⁴ Castleman Disease Collaborative Network, Philadelphia, Pennsylvania, USA.
⁵ Dana Farber Cancer Research Institute, Boston, Massachusetts, USA.
⁶ Myeloma Institute, University of Arkansas for Medical Sciences, Little Rock, Arkansas, USA.
⁷ Department of Pathology & Laboratory Medicine, Perelman School of Medicine, University of Pennsylvania, Philadelphia, Pennsylvania, USA.
⁸ Department of Haematology and Oncology, Eastern Health Monash University Clinical School, Melbourne, Victoria, Australia.
⁹ Department of Rheumatology and.
¹⁰ Department of Hematology, Hospital Israelita Albert Einstein, Sao Paulo, Brazil.
¹¹ Department of Pathology & Laboratory Medicine, Children's Hospital of Philadelphia, Philadelphia, Pennsylvania, USA.
¹² Division of Immunobiology, Department of Pediatrics, Cincinnati Children's Medical Center and University of Cincinnati College of Medicine, Cincinnati, Ohio, USA.
¹³ Abramson Cancer Center, University of Pennsylvania, Philadelphia, Pennsylvania, USA.
¹⁴ Fred Hutchinson Cancer Research Center, Seattle, Washington, USA.

Abstract

Background: Idiopathic multicentric Castleman disease (iMCD) is a hematologic illness involving cytokine-induced lymphoproliferation, systemic inflammation, cytopenias, and life-threatening multi-organ dysfunction.
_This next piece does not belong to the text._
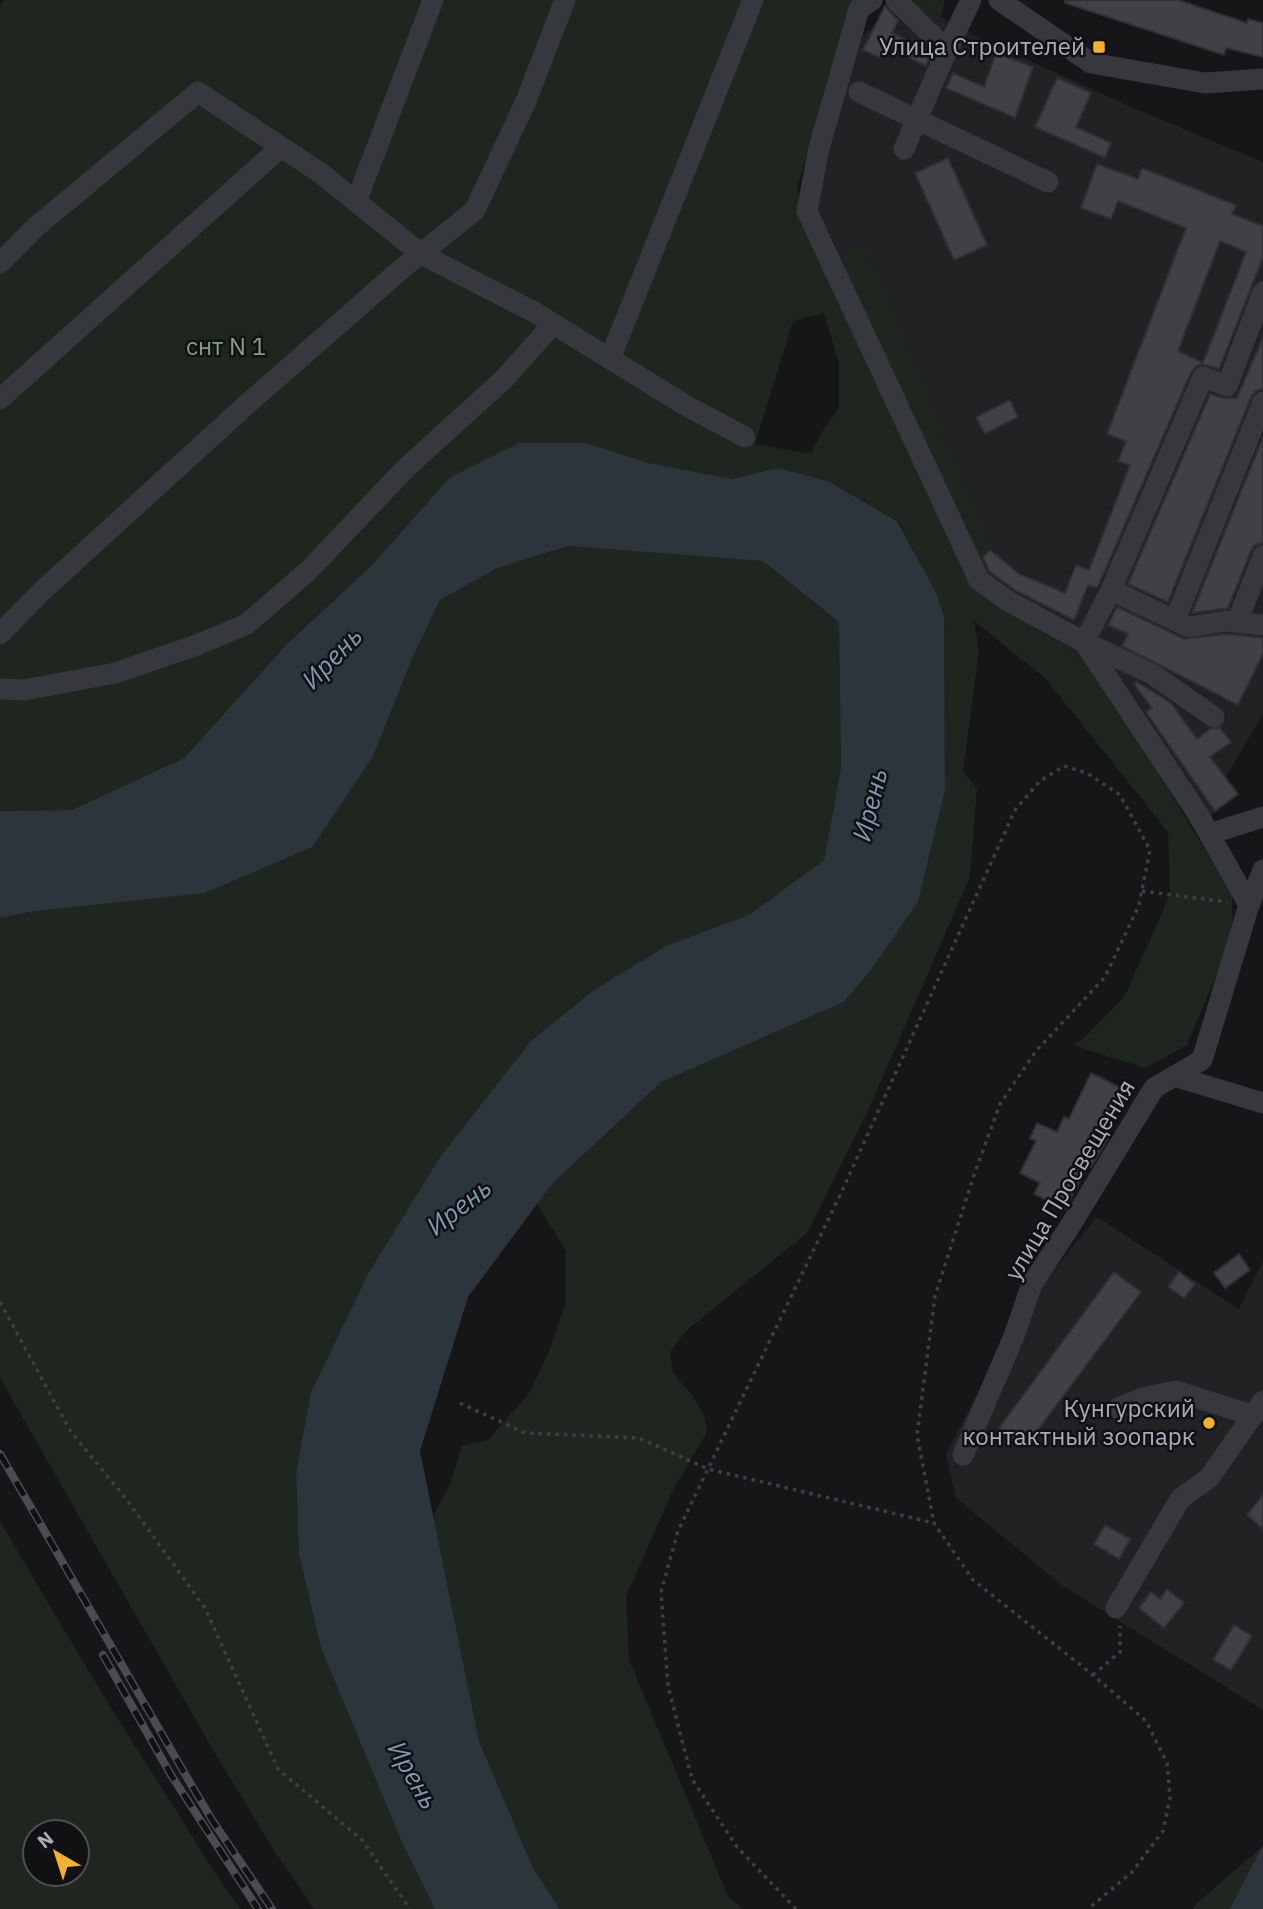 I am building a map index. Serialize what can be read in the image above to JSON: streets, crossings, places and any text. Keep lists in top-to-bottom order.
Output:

The molecular underpinnings of interleukin-6(IL-6)-blockade refractory patients remain unknown; no targeted therapies exist. In this study, we searched for therapeutic targets in IL-6-blockade refractory iMCD patients with the thrombocytopenia, anasarca, fever/elevated C-reactive protein, reticulin myelofibrosis, renal dysfunction, organomegaly (TAFRO) clinical subtype.

Methods: We analyzed tissues and blood samples from three IL-6-blockade refractory iMCD-TAFRO patients. Cytokine panels, quantitative serum proteomics, flow cytometry of PBMCs, and pathway analyses were employed to identify novel therapeutic targets. To confirm elevated mTOR signaling, a candidate therapeutic target from the above assays, immunohistochemistry was performed for phosphorylated S6, a read-out of mTOR activation, in three iMCD lymph node tissue samples and controls. Proteomic, immunophenotypic, and clinical response assessments were performed to quantify the effects of administration of the mTOR inhibitor, sirolimus.

Results: Studies of three IL-6-blockade refractory iMCD cases revealed increased CD8+ T cell activation, VEGF-A, and PI3K/Akt/mTOR pathway activity. Administration of sirolimus significantly attenuated CD8+ T cell activation and decreased VEGF-A levels. Sirolimus induced clinical benefit responses in all three patients with durable and ongoing remissions of 66, 19, and 19 months.

Conclusion: This precision medicine approach identifies PI3K/Akt/mTOR signaling as the first pharmacologically-targetable pathogenic process in IL-6-blockade refractory iMCD. Prospective evaluation of sirolimus in treatment-refractory iMCD is planned (NCT03933904).

Funding: Castleman's Awareness & Research Effort/Castleman Disease Collaborative Network, Penn Center for Precision Medicine, University Research Foundation, Intramural NIH funding, and National Heart Lung and Blood Institute.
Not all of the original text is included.